You know how to write mappings in .csv files.
You know how to call g2p convert.
You’re trying to use prevent_feeding but it’s not doing what you want.

Note: the word “feeding” comes from the linguistic concept of feeding order, where a rule is said to feed into another rule if it creates the context for the second rule to apply.

Who is involved with this project?

g2p project owner: Aidan Pine
Author of this post, and g2p software developer: Eric Joanis

What is needed to replicate the content in the post?

To reproduce the examples below, you will need to install g2p on your own machine by following the instructions at GitHub/g2p and make sure the g2p convert command line works.

You’ll need a recent version of g2p, since we’ll make use of the new --config option to g2p convert. Release v0.5.20211217 or more recent will work, or the master branch on GitHub as of 2021-12-07 or more recent.

What are the motivations behind this technique?

In an advanced g2p mapping scenario, some of our collaborators found themselves writing rules where, as soon as one rule matched a piece of text, no further rules should touch that text. There were many dozens of rules, each one handling some sequence of characters occurring in a specific context, with some catch-all rules at the end that applied if none of the listed contexts applied.

The problem they faced was that using prevent_feeding solved making sure no part of the text was touched more than once, but it also prevented touched text from being used in the context of subsequent rules, as was necessary.

Solving this complex prevent-feeding scenario

Minimal setup

For this blog post, we’ll create a fictitious scenario with a minimum number of rules exhibiting the problem found in the real use case described above.

Imagine we use a g2p mapping to modify some spelling rules, where the same sequence of letters is mapped differently depending on context. In our minimal example, we want to handle “un” as follows:

when the string “atun” occurs, it should be replaced by “etun”, and the resulting “un” should not be further modified;
when “un” occurs before “a” or “e”, it should remain as “un”;
otherwise, “un” should be changed to “on” (catch-all rule).

With these rules, the word “untunatun” should get changed to “ontunetun” because the third “un” is part of “atun”, the second “un” is followed by “a” or “e”, and only the first “un” is handled by our catch-all rule.

Notice that the first two rules preserve “un” in their output, so we have to make sure the output of a rule cannot be reused as the output of a subsequent rule.

The obvious solution, which does not work

We can almost solve this by using prevent_feeding, but not quite.

Let’s write the rules as follows:

mapping.csv:

atun,etun,,
un,un,,[ae]
un,on,,

and use config file config-g2p.yaml, where we are careful to set prevent_feeding: true:

display name: mapping example for un with prevent feeding
mapping: mapping.csv
in_lang: l1
out_lang: l2
case_sensitive: false
prevent_feeding: true

When you run g2p convert --config config.yaml untunatun l1 l2, you will get “ontonetun” as output instead of the intended “ontunetun”.

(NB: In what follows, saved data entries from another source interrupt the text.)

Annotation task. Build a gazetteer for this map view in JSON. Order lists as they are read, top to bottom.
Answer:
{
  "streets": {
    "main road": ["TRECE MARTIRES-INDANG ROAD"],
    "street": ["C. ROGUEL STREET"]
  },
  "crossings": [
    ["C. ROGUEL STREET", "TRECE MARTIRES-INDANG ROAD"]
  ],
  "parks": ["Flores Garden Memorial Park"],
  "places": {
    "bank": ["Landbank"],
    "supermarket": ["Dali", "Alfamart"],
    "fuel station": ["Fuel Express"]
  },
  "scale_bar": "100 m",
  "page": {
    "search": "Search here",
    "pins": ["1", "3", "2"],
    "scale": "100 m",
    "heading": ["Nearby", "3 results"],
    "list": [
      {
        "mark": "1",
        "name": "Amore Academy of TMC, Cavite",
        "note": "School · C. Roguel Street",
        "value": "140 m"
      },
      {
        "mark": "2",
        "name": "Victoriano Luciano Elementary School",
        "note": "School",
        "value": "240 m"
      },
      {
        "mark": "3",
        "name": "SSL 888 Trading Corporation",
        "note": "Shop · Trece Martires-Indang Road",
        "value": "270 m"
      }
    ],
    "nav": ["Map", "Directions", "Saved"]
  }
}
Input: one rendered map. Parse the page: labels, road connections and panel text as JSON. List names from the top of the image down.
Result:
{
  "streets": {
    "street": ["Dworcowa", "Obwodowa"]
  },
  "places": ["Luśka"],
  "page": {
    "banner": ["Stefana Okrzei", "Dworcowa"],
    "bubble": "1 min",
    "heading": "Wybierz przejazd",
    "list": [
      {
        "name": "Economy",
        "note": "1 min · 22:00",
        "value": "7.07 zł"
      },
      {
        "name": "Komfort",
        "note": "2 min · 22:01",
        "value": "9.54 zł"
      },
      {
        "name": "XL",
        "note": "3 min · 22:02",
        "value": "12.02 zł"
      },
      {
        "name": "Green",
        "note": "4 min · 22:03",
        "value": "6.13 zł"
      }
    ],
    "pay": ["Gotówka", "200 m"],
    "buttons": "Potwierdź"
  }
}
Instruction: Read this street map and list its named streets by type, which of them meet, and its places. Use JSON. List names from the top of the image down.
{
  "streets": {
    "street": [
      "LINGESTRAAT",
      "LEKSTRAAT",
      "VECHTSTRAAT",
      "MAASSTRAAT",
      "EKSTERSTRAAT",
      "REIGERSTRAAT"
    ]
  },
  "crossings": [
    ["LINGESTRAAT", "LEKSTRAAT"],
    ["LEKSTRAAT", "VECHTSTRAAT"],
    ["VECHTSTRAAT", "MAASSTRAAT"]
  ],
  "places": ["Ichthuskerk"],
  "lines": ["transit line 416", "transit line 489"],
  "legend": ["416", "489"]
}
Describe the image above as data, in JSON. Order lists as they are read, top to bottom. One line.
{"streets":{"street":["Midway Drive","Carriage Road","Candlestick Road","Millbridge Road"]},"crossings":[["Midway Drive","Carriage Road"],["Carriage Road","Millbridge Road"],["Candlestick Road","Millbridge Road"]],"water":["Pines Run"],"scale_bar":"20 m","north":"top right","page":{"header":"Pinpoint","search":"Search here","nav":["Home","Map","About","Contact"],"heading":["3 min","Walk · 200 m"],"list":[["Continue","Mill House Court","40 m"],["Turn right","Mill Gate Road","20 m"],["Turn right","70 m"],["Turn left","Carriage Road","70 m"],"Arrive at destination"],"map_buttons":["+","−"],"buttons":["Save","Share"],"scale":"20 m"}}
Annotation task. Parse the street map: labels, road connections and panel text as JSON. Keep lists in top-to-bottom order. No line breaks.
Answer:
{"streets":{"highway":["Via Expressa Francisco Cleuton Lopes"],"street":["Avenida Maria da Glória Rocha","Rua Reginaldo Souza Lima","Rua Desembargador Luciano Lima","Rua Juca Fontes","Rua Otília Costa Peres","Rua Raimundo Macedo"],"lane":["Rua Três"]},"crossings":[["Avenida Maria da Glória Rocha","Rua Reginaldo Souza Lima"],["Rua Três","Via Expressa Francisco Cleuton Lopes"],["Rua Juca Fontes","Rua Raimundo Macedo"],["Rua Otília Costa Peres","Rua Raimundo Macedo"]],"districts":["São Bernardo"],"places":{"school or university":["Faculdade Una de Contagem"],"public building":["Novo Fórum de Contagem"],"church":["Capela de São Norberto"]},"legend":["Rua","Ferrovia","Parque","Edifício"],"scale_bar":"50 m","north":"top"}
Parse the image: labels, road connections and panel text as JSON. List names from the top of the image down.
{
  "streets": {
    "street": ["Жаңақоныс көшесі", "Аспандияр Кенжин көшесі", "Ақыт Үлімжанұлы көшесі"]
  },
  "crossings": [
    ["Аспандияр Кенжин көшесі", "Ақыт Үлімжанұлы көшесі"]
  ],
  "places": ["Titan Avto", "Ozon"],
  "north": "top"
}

What’s the error? (I know, it’s subtle…) The middle “un” should have matched the second rule, since it was followed by “a” before the first rule was applied, and is still followed by “e” after the first rule was applied. That should have blocked the application of the third rule, but apparently it didn’t.

Why is this happening? We need to talk about how prevent_feeding is implemented to answer that question. The point of the prevent-feeding option is to make sure that the output of a rule is never matched as the input of any other rule. To accomplish that, we actually map the output of each rule temporarily to characters in a Private Use Area in the Unicode standard, and map them back to the real output once all rules have been applied. The private use area characters are intended for internal (hence “private”) use within software, but should never be printed, so they were perfect to solve the prevent-feeding problem: they should never occur in input text or in the input of any rule, and so there would never unintended feeding between rules.

The problem is that those private characters are also inaccessible to the context_before and context_after parts of our rules. So prevent_feeding not only blocks the characters from being matched as the input of other rules, it also blocks them from being matched in their contexts.

If you want to see exactly what’s going on, run that convert command again with the --debugger option. For each rule that gets applied, you’ll see the rule, as well as the text before and after it is applied. That can help understand what’s going on whe you’re trying to debug a g2p mapping.

A three-step prevent-feeding solution, which does work

The work-around we propose in this blog post is the following:

Instead of defining one mapping with prevent feeding enabled, we’ll define three mappings applied one after the other, and we’ll create our own temporary representation for previously mapped characters:

mapping 1: lowercase all input text;
mapping 2: make a case-sensitive mapping where the input of each rule is lowercase, the output of each rule is uppercase, and the context of each rule lists both cases, so contexts match before and after the application of other rules;
mapping 3: lowercase all output text.

The result exists as a test case in the g2p repo, but we’ll show it here too, a bit simplified.

case-nofeed-mapping.csv:

atun,ETUN,,
un,UN,,[aAeE]
un,ON,,

case-nofeed-config-g2p.yaml:

mappings:
  - display name: case-nofeed input lowercaser
    mapping: empty.csv
    in_lang: l1
    out_lang: l1-lc
    case_sensitive: false
  - display_name: main case-nofeed mapping with l1 in lc, l2 in uc, thus no feeding
    mapping: case-nofeed-mapping.csv
    in_lang: l1-lc
    out_lang: l2-uc
    case_sensitive: true
  - display name: case-nofeed output lowercaser
    mapping: empty.csv
    in_lang: l2-uc
    out_lang: l2
    case_sensitive: false

For the two lowercasing mappings, notice we referred to file empty.csv. We indeed need to create an empty file called empty.csv. We’re using the fact that when a case insensitive mapping (i.e., a mapping with case_sensitive: false) is applied, its input is lowercased before the rules are applied, so we don’t need to provide any actual rules, which means an empty CSV file will do.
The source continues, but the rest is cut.